Methionine cycle in a pair of serotonergic neurons regulates diet-dependent behavior and longevity through a neuron-gut signaling

The folate-methionine cycle (Met-C) is a central metabolic pathway that is regulated by vitamin B12 (B12), a micronutrient obtained exclusively from diet and microbiota. This metabolic hub supports amino acid, nucleotide and lipid biosynthesis apart from its central role of providing one carbon (-CH ₃ ) moiety for methylation reactions. While deficiency of B12 as well as polymorphism in enzymes of the Met-C has been clinically attributed to neurological and metabolic disorders, how this pathway cell non-autonomously regulates systemic physiological processes is less understood.
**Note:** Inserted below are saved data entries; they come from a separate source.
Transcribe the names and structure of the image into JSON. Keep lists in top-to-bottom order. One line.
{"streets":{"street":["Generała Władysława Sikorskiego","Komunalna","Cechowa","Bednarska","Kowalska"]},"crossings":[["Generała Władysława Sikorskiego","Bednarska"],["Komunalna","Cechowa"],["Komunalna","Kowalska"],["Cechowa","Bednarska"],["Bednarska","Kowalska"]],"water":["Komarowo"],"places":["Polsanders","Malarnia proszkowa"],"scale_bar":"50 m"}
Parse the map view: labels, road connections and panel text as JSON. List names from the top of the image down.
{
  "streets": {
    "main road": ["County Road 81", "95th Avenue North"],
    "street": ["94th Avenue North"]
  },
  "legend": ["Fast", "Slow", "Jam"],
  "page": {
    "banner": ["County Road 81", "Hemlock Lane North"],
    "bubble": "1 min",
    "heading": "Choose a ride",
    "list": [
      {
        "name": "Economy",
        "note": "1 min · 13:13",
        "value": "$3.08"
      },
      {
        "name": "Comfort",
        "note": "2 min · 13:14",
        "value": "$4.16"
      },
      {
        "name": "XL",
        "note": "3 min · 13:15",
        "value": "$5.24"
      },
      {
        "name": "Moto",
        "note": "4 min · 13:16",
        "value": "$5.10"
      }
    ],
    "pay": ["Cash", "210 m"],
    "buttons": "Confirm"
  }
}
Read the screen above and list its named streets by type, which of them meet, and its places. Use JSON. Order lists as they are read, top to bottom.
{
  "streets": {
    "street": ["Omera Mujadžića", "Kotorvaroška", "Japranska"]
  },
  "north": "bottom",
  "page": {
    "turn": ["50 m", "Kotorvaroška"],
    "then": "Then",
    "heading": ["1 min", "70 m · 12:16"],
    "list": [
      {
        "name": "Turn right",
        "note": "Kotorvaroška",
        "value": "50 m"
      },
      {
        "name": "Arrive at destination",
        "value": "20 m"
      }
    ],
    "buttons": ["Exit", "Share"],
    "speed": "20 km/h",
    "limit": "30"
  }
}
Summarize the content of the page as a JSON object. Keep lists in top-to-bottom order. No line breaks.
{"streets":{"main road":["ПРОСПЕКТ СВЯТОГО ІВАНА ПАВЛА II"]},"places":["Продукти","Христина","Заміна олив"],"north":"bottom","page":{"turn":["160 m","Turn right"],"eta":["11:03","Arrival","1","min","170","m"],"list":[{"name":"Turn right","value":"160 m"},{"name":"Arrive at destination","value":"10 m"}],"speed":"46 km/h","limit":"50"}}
Using a B12-sensitive mutant of Caenorhabditis elegans , we show that the neuronal Met-C responds to differential B12 content in diet to regulate p38-MAPK activation in intestinal cells, thereby modulating cytoprotective gene expression, stress tolerance and longevity. Mechanistically, B12-driven changes in the metabolic flux through the Met-C in the serotonergic ADF neurons of the mutant lead to the release of serotonin (5-hydroxytryptamine, 5-HT). 5-HT activates its receptor, MOD-1, in the post-synaptic interneurons that then secretes the neuropeptide FLR-2. FLR-2 binds to FSHR-1, its cognate receptor in the intestine, and induces the phase transition of the SARM domain protein TIR-1, thereby activating the p38-MAPK pathway. Importantly, this cascade influences the foraging behaviour of the mutant worms such that they prefer a B12-rich diet. Together, our study reveals a dynamic neuron-gut signaling axis that helps an organism modulate behaviour and life history traits based on the neuronal Met-C metabolic flux determined by B12 availability in its diet. Understandably, disruption of the optimum functioning of this axis may have debilitating effects on the health of an organism and the survival of the species.